Just before breaking out, patients reported a tingling sensation above their foreheads. First-year business student Marcie Glaber was the first U of C student to be diagnosed with praecalvustis disease, now also known as “Glaber disease.”


“The doctors are calling me this century’s Typhoid Mary,” Glaber explained behind her government issued quarantine bubble-dome.


“How was I supposed to know headaches and hair loss came from bacteria? I thought I was just stressed out! I had a finance midterm that week!”


U of C biology professor Brad Scott acknowledged how difficult it is to determine when someone is experiencing symptoms of a new disease. “When you’ve never been exposed, oh, sorry, bad choice of words,” he said, shying away from quarantined balding students. 


“When there’s no medical research or documentation on a new kind of bacteria, it’s very difficult to determine the symptoms associated with that bacteria.”


“Glaber disease took us all by surprise,” added Scott. “At least the semester’s almost over and the diagnosed students won’t have to be quarantined anymore.”


Quarantine stations are located throughout campus, including in MacHall and Math Sciences. Authorities considered quarantining all of the U of C, as Glaber disease appeared to be only affecting the 18- to 24-year-old demographic in the area.


“The students that we’ve diagnosed with Glaber disease all seem to be younger,” said Dr. Daniel Furter, a doctor volunteering his time from the Peter Lougheed Centre to research the disease. Furter was not sure why younger students were being targeted by Glaber disease.


“It could be a question of what the Glaber bacteria prefer, or could be related to immune systems, but also could be related to how Glaber is spread from person to person,” he said.

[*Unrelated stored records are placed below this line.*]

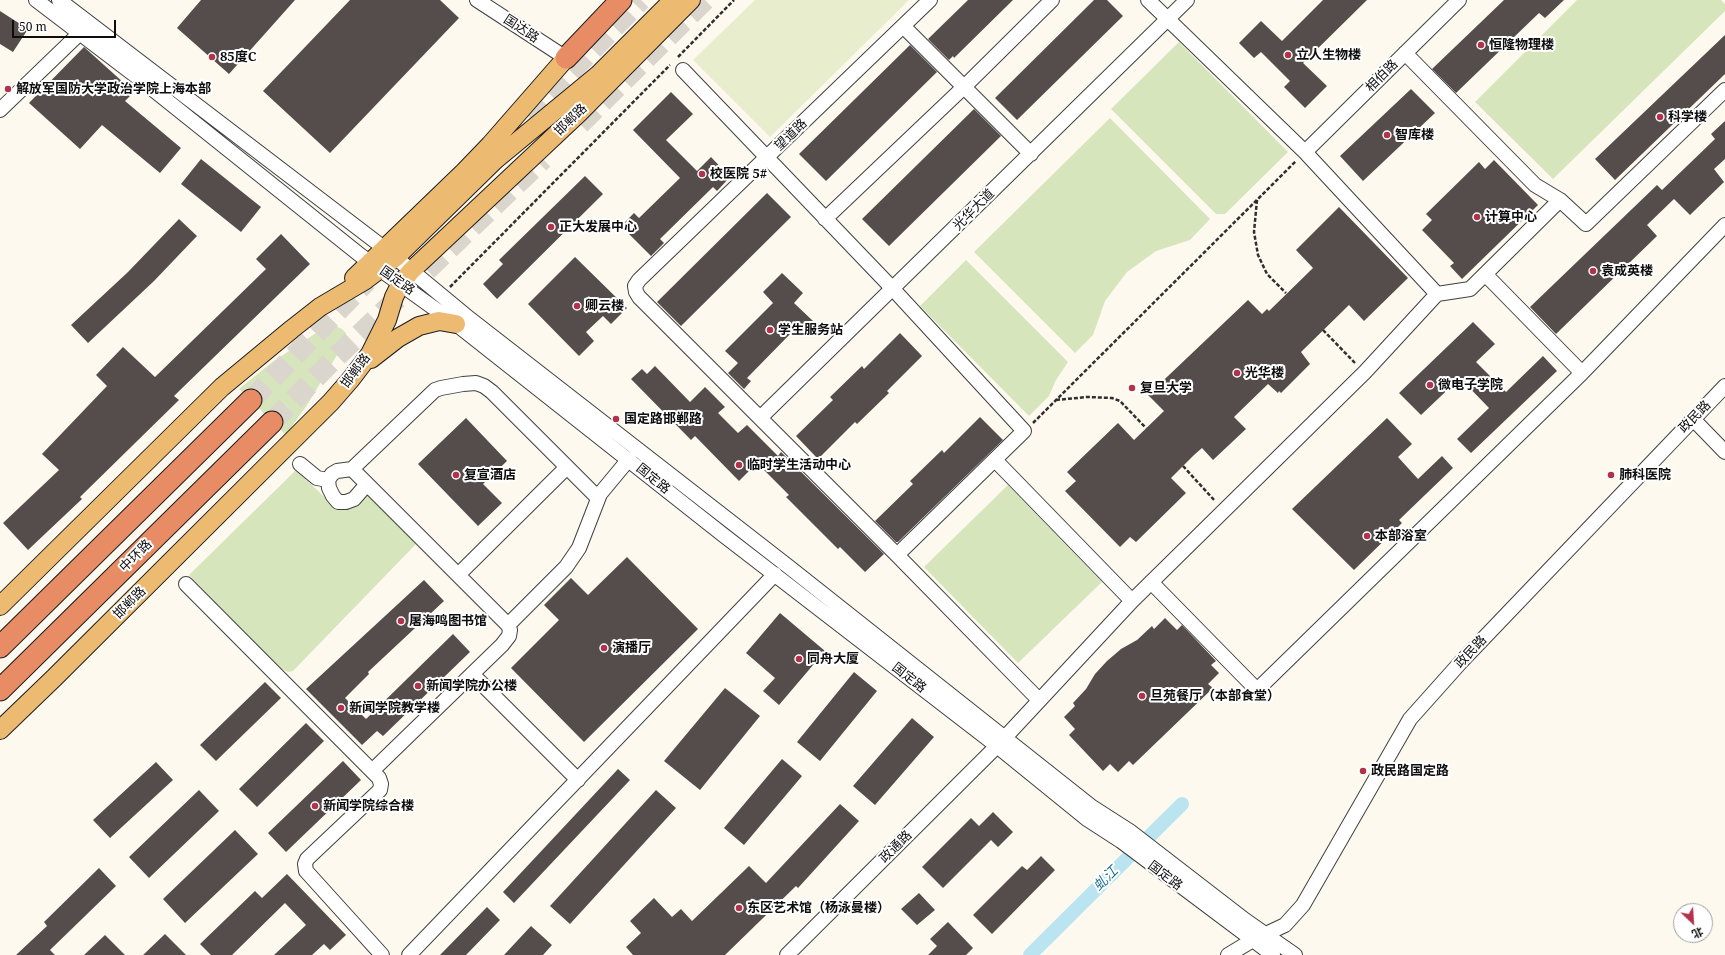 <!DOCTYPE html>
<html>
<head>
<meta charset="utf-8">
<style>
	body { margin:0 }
	#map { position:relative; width:1725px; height:955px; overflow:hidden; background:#fef9ef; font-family:"Noto Serif","Noto Sans SC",serif }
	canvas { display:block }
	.north { position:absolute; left:1673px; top:903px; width:40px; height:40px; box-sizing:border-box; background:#fff; border:1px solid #9e9e9e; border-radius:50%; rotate:155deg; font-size:11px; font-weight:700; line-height:16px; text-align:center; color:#0d0d0d }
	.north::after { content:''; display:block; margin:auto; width:14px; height:18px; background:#b1324b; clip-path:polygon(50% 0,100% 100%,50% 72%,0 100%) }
	.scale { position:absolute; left:12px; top:20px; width:104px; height:18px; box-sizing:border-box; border:2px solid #0d0d0d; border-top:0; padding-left:5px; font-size:12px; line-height:14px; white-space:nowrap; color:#0d0d0d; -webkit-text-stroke:3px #fff; paint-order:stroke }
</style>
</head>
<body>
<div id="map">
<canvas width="1725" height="955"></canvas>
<div class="north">北</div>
<div class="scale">50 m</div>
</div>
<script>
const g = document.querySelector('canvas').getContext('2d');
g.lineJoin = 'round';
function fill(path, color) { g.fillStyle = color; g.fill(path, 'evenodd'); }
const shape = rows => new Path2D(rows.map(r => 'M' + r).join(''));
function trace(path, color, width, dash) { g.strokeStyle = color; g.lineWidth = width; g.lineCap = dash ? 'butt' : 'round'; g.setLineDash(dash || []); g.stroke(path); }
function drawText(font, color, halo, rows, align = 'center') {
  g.font = font + ' "Noto Serif","Noto Sans SC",serif'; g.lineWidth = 4; g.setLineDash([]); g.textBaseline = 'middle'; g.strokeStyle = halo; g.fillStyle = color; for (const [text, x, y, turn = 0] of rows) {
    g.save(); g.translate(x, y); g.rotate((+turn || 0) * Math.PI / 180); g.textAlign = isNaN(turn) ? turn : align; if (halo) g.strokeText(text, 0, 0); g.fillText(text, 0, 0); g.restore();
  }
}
const green = shape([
	[1577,0,1721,0,1725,4,1725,11,1553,179,1475,102],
	[1179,42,1288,152,1225,214,1216,214,1111,109],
	[1110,118,1210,219,1190,240,1156,251,1127,272,1105,301,1093,335,1075,353,974,252],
	[966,260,1068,362,1056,380,1049,396,1029,416,920,306],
	[333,325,342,329,346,333,346,340,309,402,286,435,239,389,271,363,325,327],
	[296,470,335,507,340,509,346,509,353,507,367,494,416,544,293,671,288,672,280,668,189,575],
	[1008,485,1102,582,1018,663,924,567]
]);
const pitch = shape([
	[755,0,909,0,770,137,693,60]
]);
const canal = shape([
	[1030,955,1182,804]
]);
const building = shape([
	[201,0,295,0,229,74,177,28],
	[350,0,440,0,459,18,330,153,263,91],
	[968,0,1013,0,954,58,953,56,949,60,928,39],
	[1094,0,1107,0,1123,16,1017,120,995,98],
	[1323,0,1367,0,1303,63,1327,86,1305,108,1284,87,1290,81,1261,52,1254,58,1239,43,1261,21,1282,41],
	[1504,0,1564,0,1545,18,1539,13,1456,93,1432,69],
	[0,11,28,29,13,52,0,44],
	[1725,35,1725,74,1615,180,1595,159],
	[910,45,937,72,826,181,799,154],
	[84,47,134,92,125,101,181,148,160,173,102,125,80,149,29,103],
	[1411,89,1435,113,1363,181,1340,156],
	[671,92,693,114,666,140,697,171,711,157,730,177,717,191,713,187,660,239,664,243,651,256,621,226,634,213,639,218,680,178,633,130],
	[974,109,1001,136,889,246,862,219],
	[1725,121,1725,159,1714,169,1724,182,1690,215,1674,199,1647,225,1657,236,1556,334,1530,307,1657,185,1662,190,1715,139,1711,134],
	[201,159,261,207,241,232,181,184],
	[1494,160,1538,205,1462,279,1450,266,1454,263,1422,230,1432,220,1426,214,1479,162,1485,169],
	[585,176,603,194,497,299,483,284,503,264,499,260],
	[767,193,791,217,681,326,657,302],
	[1339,207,1408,278,1364,321,1349,305,1301,352,1310,364,1281,393,1279,391,1278,393,1268,384,1234,417,1246,429,1213,460,1202,448,1194,455,1171,478,1186,493,1136,542,1130,537,1120,547,1065,491,1076,481,1067,472,1118,423,1134,440,1164,411,1148,395,1248,300,1262,314,1267,309,1269,311,1313,268,1296,250],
	[179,219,197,236,154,281,88,343,71,325,128,272],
	[281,234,310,264,174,396,179,400,80,497,82,499,28,550,3,523,59,470,42,454,107,386,96,375,123,347,155,377,266,269,256,259],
	[575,257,627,308,611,324,603,316,586,332,594,341,579,356,528,304],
	[782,273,803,293,794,303,813,321,802,333,796,328,747,378,751,381,744,389,728,373,738,363,725,351,773,303,763,292],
	[1473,322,1495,344,1476,362,1506,392,1543,356,1557,371,1471,453,1457,439,1489,408,1460,378,1421,415,1399,393],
	[900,333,922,356,887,391,889,393,857,424,855,422,818,459,796,436,833,400,830,397,862,366,864,369],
	[655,366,690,402,705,387,725,407,718,413,738,433,747,425,778,456,781,452,884,554,865,572,840,547,838,549,786,497,789,495,757,463,739,481,695,436,691,440,631,379,642,369,647,374],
	[980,417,1003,440,898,542,896,542,875,521,913,484,910,481,942,450,944,453],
	[466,418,507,461,483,484,502,503,478,526,418,464],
	[1387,418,1412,444,1398,457,1418,479,1442,456,1453,468,1399,520,1402,523,1354,570,1292,509],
	[627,557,698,629,584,742,511,668,559,620,544,605,571,578,588,595],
	[424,580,444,601,368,672,369,674,345,698,366,719,453,634,470,652,383,736,377,731,362,745,306,689],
	[780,613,825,651,779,705,763,691,775,678,746,653],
	[1165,618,1177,630,1182,625,1216,661,1211,665,1219,673,1208,684,1213,688,1133,765,1129,761,1118,772,1110,764,1103,771,1069,735,1075,729,1064,717,1075,706,1073,703,1086,689,1095,674,1107,661,1121,649,1137,640,1152,626,1154,629],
	[854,672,877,691,820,761,797,742],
	[265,682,281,698,216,761,200,745],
	[725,688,760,716,700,790,664,761],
	[912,718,934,737,875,805,853,786],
	[306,723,324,741,257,807,239,789],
	[782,759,802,776,744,845,724,828],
	[343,761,361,780,286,852,268,833],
	[156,762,173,780,110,838,93,820],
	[618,769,630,780,514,903,503,892],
	[199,790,219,811,149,878,129,857],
	[656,790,676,808,570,924,550,906],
	[840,804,859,821,798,888,796,886,725,955,633,955,626,947,641,933,630,921,654,898,672,917,681,909,692,921,749,866,766,883],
	[993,812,1013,832,998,847,991,840,943,888,922,867,971,818,979,826],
	[235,830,258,854,185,923,163,899],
	[1041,856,1055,870,992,934,973,915,1022,866,1027,870],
	[99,868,116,886,50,950,55,955,16,955,47,926,44,922],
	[287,874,346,935,330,950,324,944,312,955,274,955,306,925,285,903,232,955,211,955,200,944,255,891,262,898],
	[919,893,935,910,917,925,901,909],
	[487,907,500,920,466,955,440,955],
	[948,922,973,948,966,955,928,955,937,946,930,939],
	[531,926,552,945,543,955,504,955],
	[165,934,186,955,143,955],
	[105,935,125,955,84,955]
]);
const highwayTunnel = shape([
	[580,124,705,0],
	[506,138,641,0],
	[251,400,367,281],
	[272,422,334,359,543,159]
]);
const path = shape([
	[678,57,734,0],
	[1257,200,1254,232,1258,255,1267,274,1286,293],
	[450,287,670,65],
	[1323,330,1355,363],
	[1056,400,1087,397,1112,398,1120,401,1146,428],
	[1033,423,1296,161],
	[1183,466,1215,501]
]);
const minor = shape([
	[36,0,145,83,360,255,456,324,722,534,997,746,1087,819,1121,841,1273,955],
	[59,0,384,248,465,315,789,567,1092,807,1131,832,1245,920,1295,955],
	[477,0,566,58],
	[930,0,639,280,635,286,636,292,639,297,897,555,1039,700],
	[1148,0,1305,152,1437,294],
	[903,26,1031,154],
	[1405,53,1535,185,1560,200],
	[683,70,893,289,1024,431,897,555],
	[0,110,81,32,85,25],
	[1305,152,1459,0],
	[825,219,965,86,1052,0],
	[1485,274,1582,373],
	[760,418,1187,0],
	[1693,419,1725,452],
	[995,460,1132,601],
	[300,464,317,478,328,480],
	[352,469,435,390,441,388,463,384,476,383,484,386,492,392,598,498],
	[367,484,354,499,346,502,338,502,333,496,329,488,328,480,332,474,337,471,352,469,508,625,510,630,509,636,502,645,373,770],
	[458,575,567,467],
	[1151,582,1257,690,1582,373,1725,225],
	[186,584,379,778,381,784,380,790,307,859,305,864,306,871,382,955],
	[508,625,566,567,579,548,600,494,629,459],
	[472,674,578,780],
	[409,955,775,574],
	[787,955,997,746,1132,601,1365,372,1437,294,1470,289,1560,200,1586,224,1725,90],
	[1228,955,1253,940,1285,925,1303,905,1410,719,1460,663,1725,386]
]);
const major = shape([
	[354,278,464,172,490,145,566,58],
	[371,359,398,338,419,326,439,321,456,324],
	[0,606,222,387,292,329,320,307,364,281,396,257,495,160,598,75,673,0],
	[0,730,54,678,331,402,351,379,370,354,387,320,394,297,401,283,411,271,579,113,691,0]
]);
const highway = shape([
	[566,58,621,0],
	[0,647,251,400],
	[0,690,272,422]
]);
const markers = [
	[1481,45,4,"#b1324b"],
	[1288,55,4,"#b1324b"],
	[212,57,4,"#b1324b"],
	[8,89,4,"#b1324b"],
	[1660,117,4,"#b1324b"],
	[1387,135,4,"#b1324b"],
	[702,174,4,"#b1324b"],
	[1477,217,4,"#b1324b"],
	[551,227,4,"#b1324b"],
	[1593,271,4,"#b1324b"],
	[577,306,4,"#b1324b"],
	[770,330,4,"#b1324b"],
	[1237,373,4,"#b1324b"],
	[1430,385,4,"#b1324b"],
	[1132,388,4,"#b1324b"],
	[616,419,4,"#b1324b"],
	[739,465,4,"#b1324b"],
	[456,475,4,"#b1324b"],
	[1611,475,4,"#b1324b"],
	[1367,536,4,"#b1324b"],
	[401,621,4,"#b1324b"],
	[604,648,4,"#b1324b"],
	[799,659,4,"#b1324b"],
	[418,686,4,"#b1324b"],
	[1142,696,4,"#b1324b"],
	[341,708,4,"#b1324b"],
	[1363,771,4,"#b1324b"],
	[315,806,4,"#b1324b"],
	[739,908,4,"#b1324b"]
];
const streetNames = [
	["国达路",521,29,33],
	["相伯路",1382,76,-45],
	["邯郸路",571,120,-44],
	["望道路",791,135,-44],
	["光华大道",974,210,-45],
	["国定路",397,281,35],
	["邯郸路",356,371,-53],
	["政民路",1695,417,-46],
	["国定路",653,479,39],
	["中环路",136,556,-45],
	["邯郸路",130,603,-45],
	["政民路",1471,652,-47],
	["国定路",909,678,38],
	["政通路",896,847,-45],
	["国定路",1165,876,37]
];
const poiNames = [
	["恒隆物理楼",1489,45],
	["立人生物楼",1296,55],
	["85度C",220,57],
	["解放军国防大学政治学院上海本部",16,89],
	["科学楼",1668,117],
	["智库楼",1395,135],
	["校医院 5#",710,174],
	["计算中心",1485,217],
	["正大发展中心",559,227],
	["袁成英楼",1601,271],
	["卿云楼",585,306],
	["学生服务站",778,330],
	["光华楼",1245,373],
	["微电子学院",1438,385],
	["复旦大学",1140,388],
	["国定路邯郸路",624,419],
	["临时学生活动中心",747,465],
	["复宣酒店",464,475],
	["肺科医院",1619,475],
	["本部浴室",1375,536],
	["屠海鸣图书馆",409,621],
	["演播厅",612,648],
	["同舟大厦",807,659],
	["新闻学院办公楼",426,686],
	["旦苑餐厅（本部食堂）",1150,696],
	["新闻学院教学楼",349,708],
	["政民路国定路",1371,771],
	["新闻学院综合楼",323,806],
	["东区艺术馆（杨泳曼楼）",747,908]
];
const waterNames = [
	["虬江",1106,879,-45]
];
fill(green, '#d7e5bc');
fill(pitch, '#e7edcd');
trace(canal, '#b9e4f0', 14);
fill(building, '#554d4b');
trace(highwayTunnel, '#dad6cd', 21, [21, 10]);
trace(minor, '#404040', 16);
trace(major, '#1e1e1e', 20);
trace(highway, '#1e1e1e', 23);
trace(path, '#2f2f2f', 2.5, [4, 2]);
trace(minor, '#fff', 14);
trace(major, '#ecbb71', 18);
trace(highway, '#e78c64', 21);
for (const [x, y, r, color] of markers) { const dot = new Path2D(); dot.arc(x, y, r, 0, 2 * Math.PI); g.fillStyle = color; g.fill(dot); trace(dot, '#fff', 1.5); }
drawText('13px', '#0d0d0d', '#fff', streetNames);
drawText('bold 13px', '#0d0d0d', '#fff', poiNames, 'left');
drawText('italic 14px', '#227394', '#fff', waterNames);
</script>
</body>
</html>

Doctors and scientists are attempting to pinpoint how Glaber is spread, but the facts are still hazy.


“The bacteria seem to like strong caffeinated drinks, like coffee or tea, and also appear to thrive well in dry areas. This leads us to believe libraries and study rooms are the culprits,” said Furter.


He explained that all the diagnosed students had been studying for midterms when exposed to Glaber disease.


“Older students may feel more confident about their studies and are generally less stressed,” Furter said. “Those students would not feel the pressure to spend over 12 hours in a library.”


“I’m a doctor, not a sociologist, but I’d bet that some of these diagnosed students are even in the same study group.”


Second-year English student Mark Berg was diagnosed earlier this month and admitted to working with Marcie Glaber in a GRST 209 study group.


“I took it as a fun elective,” Berg said. “I never imagined that interacting with other majors could lead to being quarantined.”


Students diagnosed with Glaber disease are being kept quarantined in bubble-domes. The students are free to roam around, and both food and water are provided.


If you or someone you know is complaining of headaches or tingling sensations near their forehead, both Furter and Bateman encourage quarantine.


“We’re taking no chances here,” said Furter. “The last thing we need is the U of C represented by baldees.”